The second stage of labor is completed when the foal is clear of the mare. From the breaking of water to the completed delivery, elapsed time is about 15 minutes or less. If the waters break and after 15 minutes nothing happens or if the foal is not presented properly, a vet must be called. Occasionally the mare will need assistance if the foal is large or you think she appears to be struggling. To assist hold the front legs above the fetlock joints and as she pushes you pull gently but firmly towards the mare’s hocks. The amnion is sometimes still intact and over the foal's head when delivery is completed. Vigorous early head movements should cause the membrane to tear. Newborn healthy foals are strong and react quickly to external stimuli. They are urgently motivated to begin breathing. It is extremely rare, therefore, for the amnion to remain intact long enough to cause a problem, but if it does occur simply tear away the membrane from the nose and clear the nostrils and mouth.
Most mares, if undisturbed, will relax and rest at this point. The exertion has been telling. During this pause, the umbilical cord usually is still attached to the foal, which lies on his side, rolling up on his sternum to make the job of breathing easier. In totally unassisted foaling, the cord breaks either when the mare gets up, or when the foal begins vigorous movement and tries to stand. Once the cord has broken treat the stump with either purple spray or iodine.

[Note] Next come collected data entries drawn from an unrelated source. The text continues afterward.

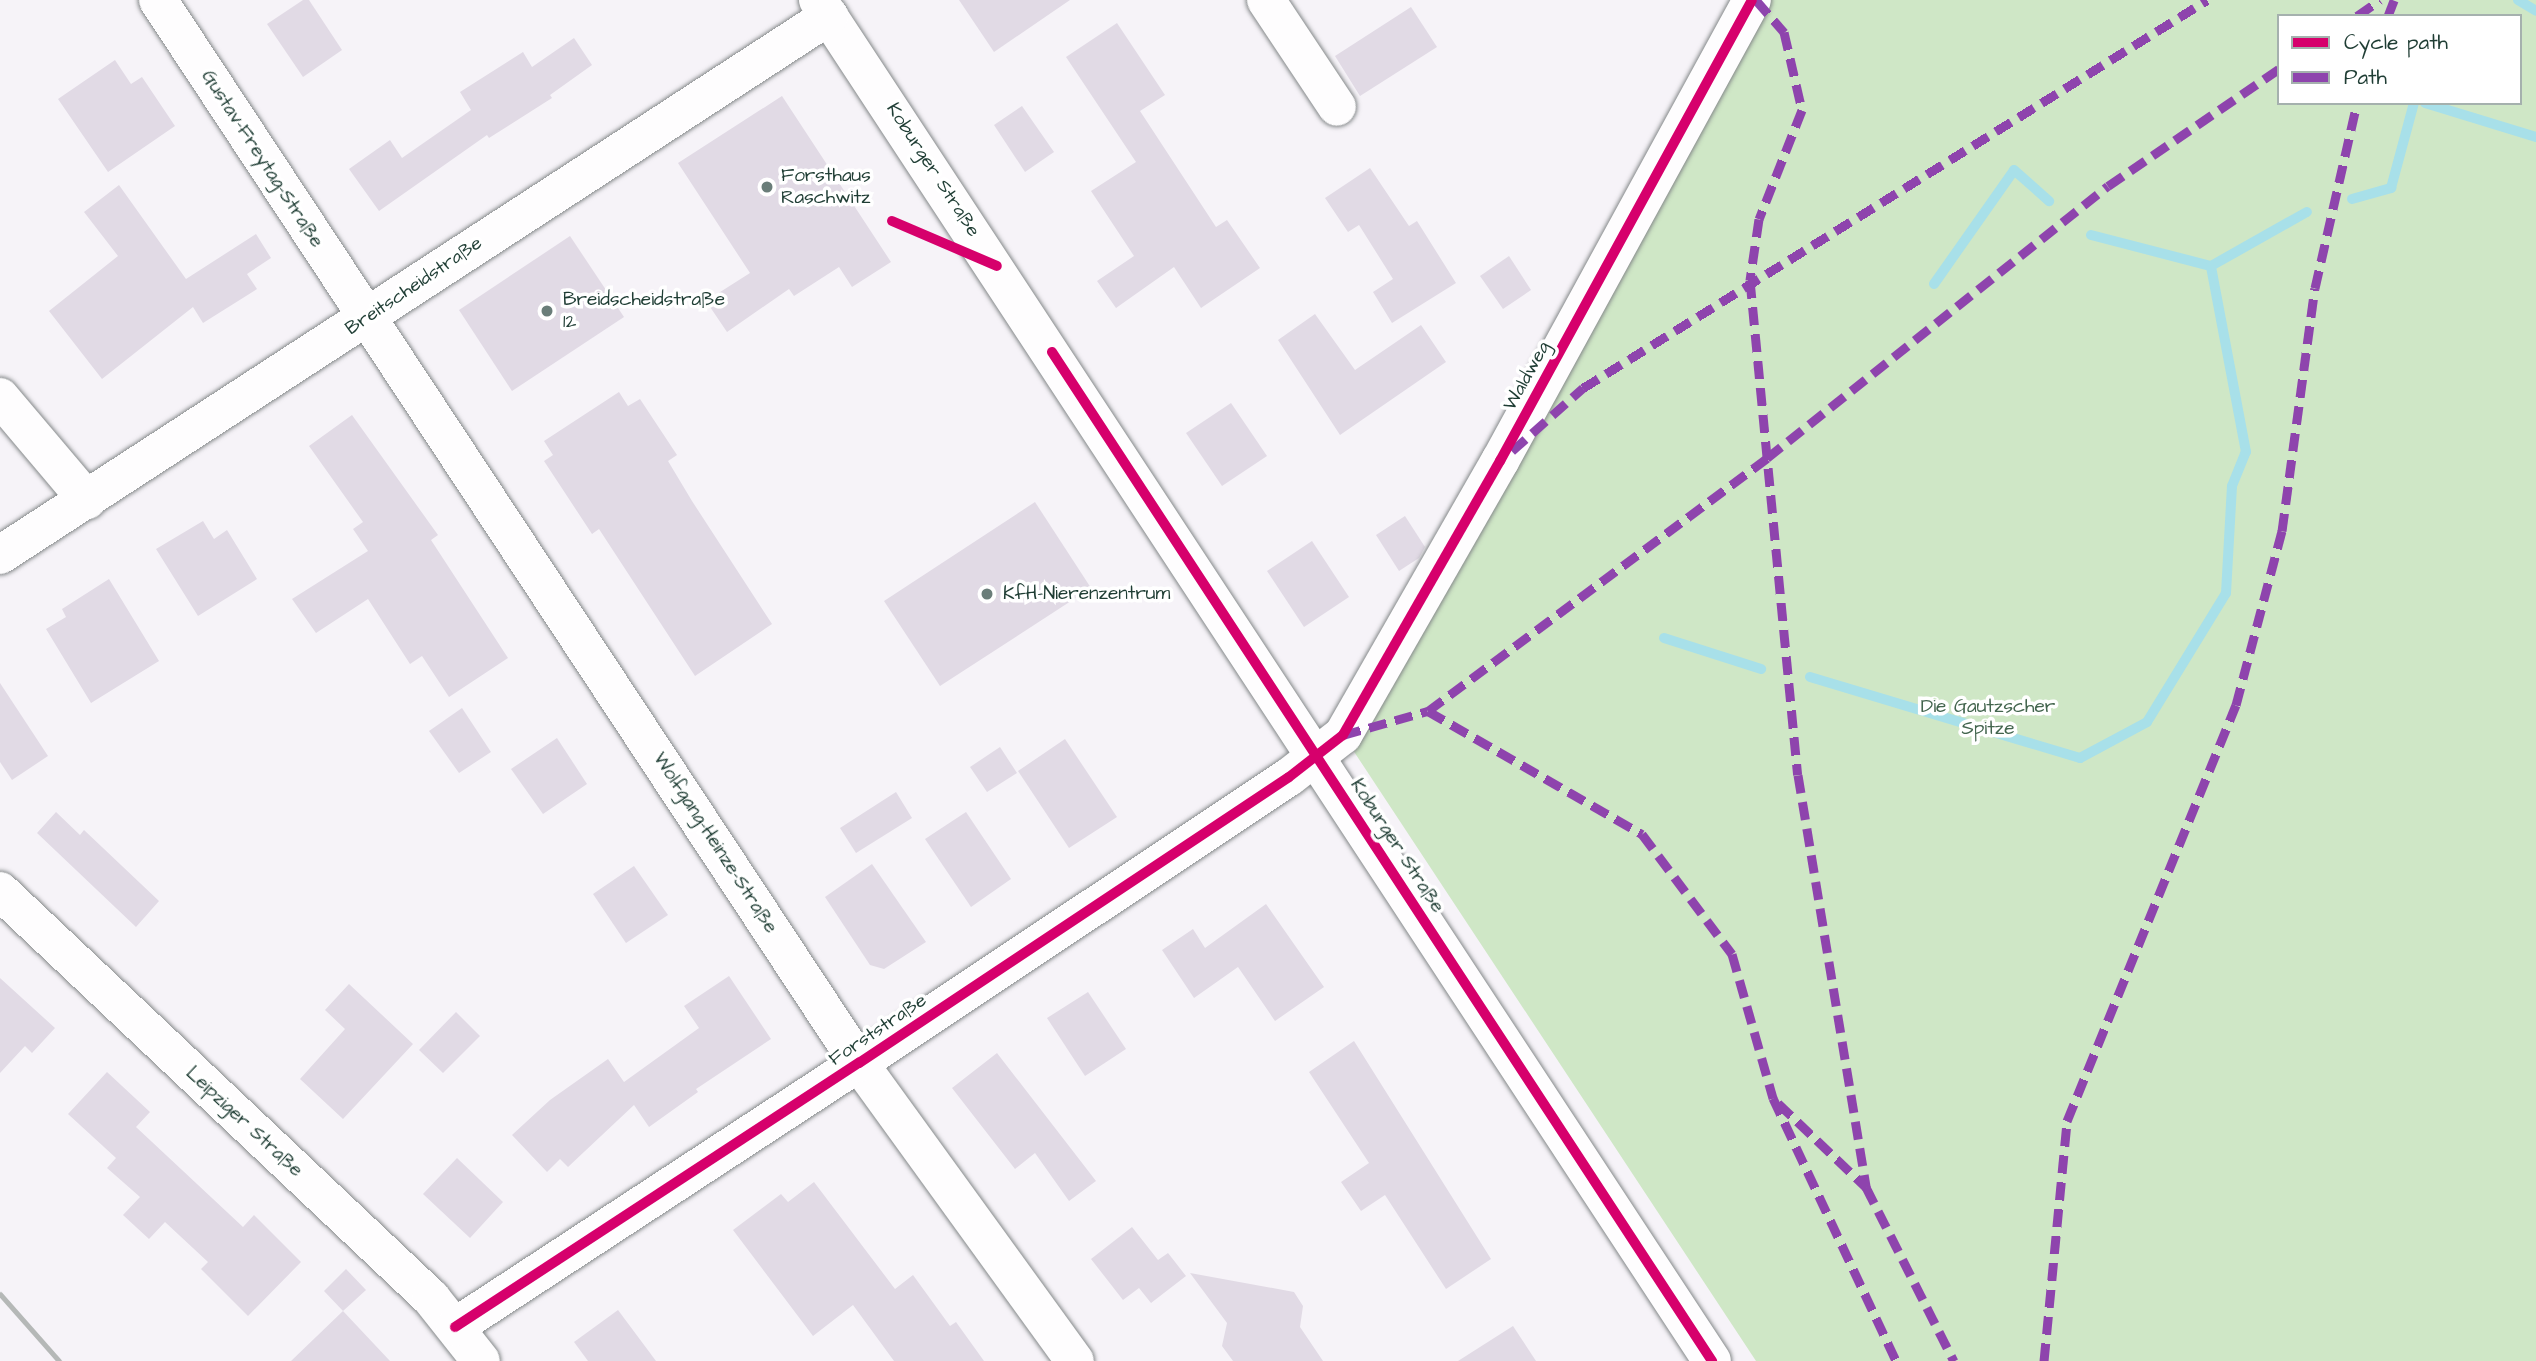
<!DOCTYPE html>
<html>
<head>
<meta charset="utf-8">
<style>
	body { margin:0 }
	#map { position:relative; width:2536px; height:1361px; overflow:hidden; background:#f6f3f8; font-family:"Architects Daughter",sans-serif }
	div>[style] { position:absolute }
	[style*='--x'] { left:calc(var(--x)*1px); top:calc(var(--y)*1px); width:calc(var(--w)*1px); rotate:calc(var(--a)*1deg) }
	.green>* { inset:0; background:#cfe7c6 }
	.stream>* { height:10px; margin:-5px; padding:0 5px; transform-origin:5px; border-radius:5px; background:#a8e0e9 }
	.building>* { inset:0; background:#e1dae5 }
	.roads { filter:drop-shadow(0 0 2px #85898a) drop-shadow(0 0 2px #85898a) }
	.minor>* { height:38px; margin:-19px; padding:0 19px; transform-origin:19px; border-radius:19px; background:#fefdfe }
	.major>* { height:38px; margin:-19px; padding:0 19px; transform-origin:19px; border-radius:19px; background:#fefdfe }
	.rail>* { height:5px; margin:-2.5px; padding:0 2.5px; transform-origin:2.5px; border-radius:2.5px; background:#b5b8b7 }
	.quiet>* { height:9px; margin-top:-4.5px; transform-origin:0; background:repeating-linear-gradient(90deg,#8e44ad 0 18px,transparent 0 27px) }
	.cycleway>* { height:10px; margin:-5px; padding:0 5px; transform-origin:5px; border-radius:5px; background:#d6006c }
	.dots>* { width:19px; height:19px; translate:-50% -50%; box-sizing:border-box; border:4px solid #fff; border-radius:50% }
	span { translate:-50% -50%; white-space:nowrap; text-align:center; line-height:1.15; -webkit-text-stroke:7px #fff; paint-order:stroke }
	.street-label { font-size:19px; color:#1f3d34 }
	.poi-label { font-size:19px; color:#1f3d34 }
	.left { translate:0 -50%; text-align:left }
	.park-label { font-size:19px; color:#43654e }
	.legend { position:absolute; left:2277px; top:14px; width:245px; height:91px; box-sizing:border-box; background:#fff; border:2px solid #a5b1ae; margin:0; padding:9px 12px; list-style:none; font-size:21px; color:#1f3d34 }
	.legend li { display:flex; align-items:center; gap:14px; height:35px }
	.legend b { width:35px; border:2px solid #a5b1ae }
</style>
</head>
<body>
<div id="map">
	<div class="green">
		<div style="clip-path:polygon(evenodd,1752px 0,2536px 0,2536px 1361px,1756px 1361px,1343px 735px,1752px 0,2279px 16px,2520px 16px,2520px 103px,2279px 103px,2279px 16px)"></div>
	</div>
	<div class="stream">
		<div style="--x:2518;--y:0;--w:21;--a:31"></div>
		<div style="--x:2425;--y:103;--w:116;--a:17"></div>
		<div style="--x:2352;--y:199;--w:41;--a:-15.8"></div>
		<div style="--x:2391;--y:188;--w:88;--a:-74.9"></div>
		<div style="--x:2091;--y:235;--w:124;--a:14.5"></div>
		<div style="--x:1934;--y:284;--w:139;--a:-54.9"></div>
		<div style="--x:2014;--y:170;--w:47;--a:41.5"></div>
		<div style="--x:1664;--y:638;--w:102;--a:17.7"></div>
		<div style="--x:1810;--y:677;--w:282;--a:16.7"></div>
		<div style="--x:2080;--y:758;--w:76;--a:-28.2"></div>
		<div style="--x:2147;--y:722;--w:151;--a:-58.5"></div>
		<div style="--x:2226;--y:593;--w:107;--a:-86.8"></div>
		<div style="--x:2232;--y:486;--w:37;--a:-68"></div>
		<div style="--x:2246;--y:452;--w:189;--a:-100.7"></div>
		<div style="--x:2211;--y:266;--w:110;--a:-29.4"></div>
	</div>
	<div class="building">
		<div style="clip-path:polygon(303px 0,309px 0,342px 50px,303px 77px,267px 24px)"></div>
		<div style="clip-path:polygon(959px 0,1070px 0,994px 52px)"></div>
		<div style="clip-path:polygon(1411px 7px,1437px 47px,1360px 96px,1335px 56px)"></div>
		<div style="clip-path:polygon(1117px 23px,1165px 95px,1140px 111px,1216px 227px,1227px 220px,1260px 268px,1201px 308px,1174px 267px,1116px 308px,1097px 281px,1134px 256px,1091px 191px,1136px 162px,1066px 57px)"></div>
		<div style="clip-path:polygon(574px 38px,592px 65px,550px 95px,552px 98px,489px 138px,487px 135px,379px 211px,349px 169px,390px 140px,402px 158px,471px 110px,460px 92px,523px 52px,532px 67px)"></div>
		<div style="clip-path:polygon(115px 60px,131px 84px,142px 77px,175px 126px,108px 172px,58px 99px)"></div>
		<div style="clip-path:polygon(782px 96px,891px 262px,852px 287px,839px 267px,794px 296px,789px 289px,727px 332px,706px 301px,750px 273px,678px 163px)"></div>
		<div style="clip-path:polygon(1022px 106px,1054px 152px,1025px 172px,994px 125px)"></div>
		<div style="clip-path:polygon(1370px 168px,1409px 226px,1417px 221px,1456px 283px,1392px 323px,1373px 292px,1393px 279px,1359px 225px,1348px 232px,1325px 198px)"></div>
		<div style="clip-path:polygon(119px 185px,186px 279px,256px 234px,271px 258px,247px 274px,257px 289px,203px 323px,193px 307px,102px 379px,49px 311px,118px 256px,84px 212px)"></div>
		<div style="clip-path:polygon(570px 236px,624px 317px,512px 391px,459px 310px)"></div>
		<div style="clip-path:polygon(1509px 256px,1531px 290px,1503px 309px,1480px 276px)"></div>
		<div style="clip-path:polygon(1315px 314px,1355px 370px,1421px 325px,1446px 362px,1340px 435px,1278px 340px)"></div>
		<div style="clip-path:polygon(619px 392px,628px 406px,640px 399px,677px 455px,668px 461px,692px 501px,772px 624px,695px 676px,599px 529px,592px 534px,544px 461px,553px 455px,544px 441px)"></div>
		<div style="clip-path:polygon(1231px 403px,1267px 456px,1222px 486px,1186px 433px)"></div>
		<div style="clip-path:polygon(352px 415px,438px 535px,431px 540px,508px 658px,449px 697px,422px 656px,410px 664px,368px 599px,316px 633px,292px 599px,368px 551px,353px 529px,363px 522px,309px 446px)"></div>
		<div style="clip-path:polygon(1035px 502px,1091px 588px,940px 686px,884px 601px)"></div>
		<div style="clip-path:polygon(1405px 516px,1425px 547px,1419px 558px,1399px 571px,1376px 535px)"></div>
		<div style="clip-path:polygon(203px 521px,214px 539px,227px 530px,257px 579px,198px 616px,156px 549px)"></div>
		<div style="clip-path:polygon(1312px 541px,1349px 597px,1304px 627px,1267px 571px)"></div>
		<div style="clip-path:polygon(109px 579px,159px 661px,91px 703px,46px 629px,66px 617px,62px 609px)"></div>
		<div style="clip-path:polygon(0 683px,48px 756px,12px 780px,0 762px)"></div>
		<div style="clip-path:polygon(462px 708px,491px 752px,459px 773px,429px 731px)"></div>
		<div style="clip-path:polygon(557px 738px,587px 784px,543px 814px,511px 769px)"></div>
		<div style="clip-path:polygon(1065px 739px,1117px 817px,1069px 848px,1018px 771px)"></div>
		<div style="clip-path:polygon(1000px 747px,1017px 773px,987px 792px,970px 767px)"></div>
		<div style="clip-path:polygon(896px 792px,912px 818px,856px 853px,840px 828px)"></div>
		<div style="clip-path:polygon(56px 812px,80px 835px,84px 830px,159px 901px,136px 927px,37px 833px)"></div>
		<div style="clip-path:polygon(966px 812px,1011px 879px,971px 907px,925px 839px)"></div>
		<div style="clip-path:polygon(872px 864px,926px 942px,884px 969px,870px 965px,825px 897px)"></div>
		<div style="clip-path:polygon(634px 866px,668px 915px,626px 943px,593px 894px)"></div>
		<div style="clip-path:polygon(1266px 904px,1324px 987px,1275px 1021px,1238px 967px,1194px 998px,1162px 950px,1193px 929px,1205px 948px)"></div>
		<div style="clip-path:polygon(729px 976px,771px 1039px,696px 1089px,698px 1092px,649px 1127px,634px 1105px,568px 1167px,560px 1159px,547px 1172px,512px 1135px,550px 1100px,608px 1059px,624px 1082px,699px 1028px,684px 1006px)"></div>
		<div style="clip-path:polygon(0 978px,55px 1028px,32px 1053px,25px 1046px,0 1073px)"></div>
		<div style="clip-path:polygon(349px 984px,413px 1044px,343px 1119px,300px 1079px,345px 1029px,325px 1010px)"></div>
		<div style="clip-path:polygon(1088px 992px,1126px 1049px,1085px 1076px,1047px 1018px)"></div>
		<div style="clip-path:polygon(456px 1012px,480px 1036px,443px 1073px,419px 1050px)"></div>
		<div style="clip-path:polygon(1354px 1041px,1491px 1259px,1446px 1289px,1385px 1195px,1361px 1211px,1341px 1182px,1369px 1163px,1309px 1072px)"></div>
		<div style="clip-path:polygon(997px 1053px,1096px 1181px,1069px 1201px,1035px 1153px,1015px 1169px,952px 1088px)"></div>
		<div style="clip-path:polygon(107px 1072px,150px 1112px,136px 1127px,243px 1227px,254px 1215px,301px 1262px,248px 1316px,201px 1269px,208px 1262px,165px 1222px,149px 1239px,123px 1215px,140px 1197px,107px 1168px,116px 1158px,68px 1114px)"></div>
		<div style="clip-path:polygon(457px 1158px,503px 1202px,470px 1238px,423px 1194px)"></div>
		<div style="clip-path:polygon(814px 1182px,895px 1289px,913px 1275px,950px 1326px,956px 1322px,984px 1361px,894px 1361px,853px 1305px,813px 1336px,733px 1230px,781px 1194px,788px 1202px)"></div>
		<div style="clip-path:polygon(1132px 1227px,1158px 1260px,1168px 1253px,1186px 1276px,1151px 1303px,1139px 1288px,1123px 1300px,1091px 1259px)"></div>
		<div style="clip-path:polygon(346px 1269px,366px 1290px,343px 1311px,390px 1361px,291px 1361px,343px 1311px,324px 1291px)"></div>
		<div style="clip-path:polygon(1190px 1273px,1294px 1292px,1303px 1306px,1300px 1327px,1323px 1361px,1233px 1361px,1222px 1346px,1227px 1323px)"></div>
		<div style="clip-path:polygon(618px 1310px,656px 1361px,588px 1361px,574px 1342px)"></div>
		<div style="clip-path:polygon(1513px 1326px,1536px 1361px,1458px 1361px)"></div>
	</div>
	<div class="roads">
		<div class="minor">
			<div style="--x:158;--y:0;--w:1273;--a:56.6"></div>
			<div style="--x:859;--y:1063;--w:368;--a:54.1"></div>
			<div style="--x:1266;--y:0;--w:128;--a:56.4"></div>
			<div style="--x:0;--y:397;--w:135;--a:49.8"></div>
			<div style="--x:0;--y:891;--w:593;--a:43.36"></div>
			<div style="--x:431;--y:1298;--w:80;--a:51.6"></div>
			<div style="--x:455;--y:1327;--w:483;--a:-33.2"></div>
			<div style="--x:859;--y:1063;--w:516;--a:-33.63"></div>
			<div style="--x:1289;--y:777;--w:68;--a:-37.9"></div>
			<div style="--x:1343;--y:735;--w:316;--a:-60.2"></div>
			<div style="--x:1500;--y:461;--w:525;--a:-61.34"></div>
		</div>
		<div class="major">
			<div style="--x:818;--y:0;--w:1628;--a:56.7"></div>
			<div style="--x:0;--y:555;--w:989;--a:-33.03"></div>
		</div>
	</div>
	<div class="rail">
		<div style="--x:0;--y:1294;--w:89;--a:48.6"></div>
	</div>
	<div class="quiet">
		<div style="--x:1756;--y:0;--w:43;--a:48.8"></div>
		<div style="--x:1784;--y:32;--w:80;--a:77"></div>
		<div style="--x:1802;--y:110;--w:117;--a:111.5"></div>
		<div style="--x:1759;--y:219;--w:62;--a:98.4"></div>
		<div style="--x:1750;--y:280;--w:497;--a:84.5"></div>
		<div style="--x:1798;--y:775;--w:418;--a:80.6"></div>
		<div style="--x:1866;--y:1187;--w:195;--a:63.2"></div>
		<div style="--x:2357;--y:16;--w:28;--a:-35"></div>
		<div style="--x:2388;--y:16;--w:17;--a:-69"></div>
		<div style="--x:1512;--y:451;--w:95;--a:-41.6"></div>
		<div style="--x:1583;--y:388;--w:735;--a:-31.87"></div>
		<div style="--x:1428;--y:711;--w:247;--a:29.9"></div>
		<div style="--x:1642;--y:834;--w:150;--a:53.1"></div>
		<div style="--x:1732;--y:954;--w:150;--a:74.1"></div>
		<div style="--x:1773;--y:1098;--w:290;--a:64.9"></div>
		<div style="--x:1343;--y:735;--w:88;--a:-15.8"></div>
		<div style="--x:1428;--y:711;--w:423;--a:-36.7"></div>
		<div style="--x:1767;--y:458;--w:436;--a:-38.6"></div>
		<div style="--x:2108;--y:186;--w:207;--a:-34.4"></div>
		<div style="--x:1778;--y:1103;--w:122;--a:43.7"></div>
		<div style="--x:2044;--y:1361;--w:241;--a:-84.5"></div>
		<div style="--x:2067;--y:1121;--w:449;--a:-67.9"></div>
		<div style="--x:2236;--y:705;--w:180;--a:-75.2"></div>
		<div style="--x:2282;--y:531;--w:245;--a:-82.3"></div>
		<div style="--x:2315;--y:288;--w:190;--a:-77.2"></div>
	</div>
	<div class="cycleway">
		<div style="--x:892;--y:221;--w:114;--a:23.2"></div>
		<div style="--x:1052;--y:352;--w:1206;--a:56.81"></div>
		<div style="--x:455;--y:1327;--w:483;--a:-33.2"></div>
		<div style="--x:859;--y:1063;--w:516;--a:-33.63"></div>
		<div style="--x:1289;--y:777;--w:68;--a:-37.9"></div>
		<div style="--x:1343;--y:735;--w:316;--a:-60.2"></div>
		<div style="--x:1500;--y:461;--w:525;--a:-61.34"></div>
	</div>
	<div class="dots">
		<div style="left:767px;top:187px;background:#6a7d79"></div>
		<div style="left:547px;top:311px;background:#6a7d79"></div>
		<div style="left:987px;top:594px;background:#6a7d79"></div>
	</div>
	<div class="street-label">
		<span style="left:262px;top:159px;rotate:57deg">Gustav-Freytag-Straße</span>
		<span style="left:933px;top:170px;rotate:57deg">Koburger Straße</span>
		<span style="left:414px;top:286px;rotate:-34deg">Breitscheidstraße</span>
		<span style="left:1527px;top:376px;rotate:-61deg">Waldweg</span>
		<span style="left:715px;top:843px;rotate:57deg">Wolfgang-Heinze-Straße</span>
		<span style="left:1397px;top:846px;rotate:57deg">Koburger Straße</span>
		<span style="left:878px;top:1030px;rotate:-34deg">Forststraße</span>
		<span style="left:244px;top:1122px;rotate:43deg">Leipziger Straße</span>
	</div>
	<div class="poi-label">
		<span class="left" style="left:781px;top:187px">Forsthaus<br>Raschwitz</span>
		<span class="left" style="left:563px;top:311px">Breidscheidstraße<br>12</span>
		<span class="left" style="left:1003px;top:594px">KfH-Nierenzentrum</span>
	</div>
	<div class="park-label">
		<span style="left:1988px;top:718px">Die Gautzscher<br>Spitze</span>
	</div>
	<ul class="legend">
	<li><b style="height:9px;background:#d6006c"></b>Cycle path</li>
	<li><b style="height:9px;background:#8e44ad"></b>Path</li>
	</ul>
</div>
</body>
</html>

The mare and foal should then be left alone to bond, for the foal to stand, pass its meconium and finally drink (which can take up to three hours). It is important for the foal to drink as soon as possible so that it gets the mares first milk (colostrum) which contain antibodies which are vital to protect the foal against disease. A vigorous, healthy foal will struggle to his feet within an hour and will find his way to begin nursing soon thereafter. Cooperative and experienced mares are helpful during this period by moving to positions that are helpful to the foal, and maneuvering him into the correct position.
The mare then will experience the third stage of the labour process, delivery of the placenta or cleansing. This is accomplished by further uterine contractions to squeeze the placenta out through the birth canal. The time for this passage varies, with a normal upper limit at two to three hours. If the mare shows no signs of cleansing after about six hours it is advisable to call the vet. Once the mare has cleansed check the afterbirth is intact. Only one tear should be present, if another piece is torn or a bit missing call your vet the next morning. It is important no pieces are retained as this can lead to infection.In the early stages of moving the placenta, there usually will be some degree of abdominal pain from the contracting uterus. This is manifested in colic symptoms, with the most severe being repeated lying down, getting up, and rolling. Some additional sweating is normal as well.
In the typical normal case, passage of the membranes will coincide with the foal's nursing, receiving antibodies through colostrum, and gaining strength and coordination. In other words, from the perspective of non-domesticated horses, they are ready to travel or to escape predators.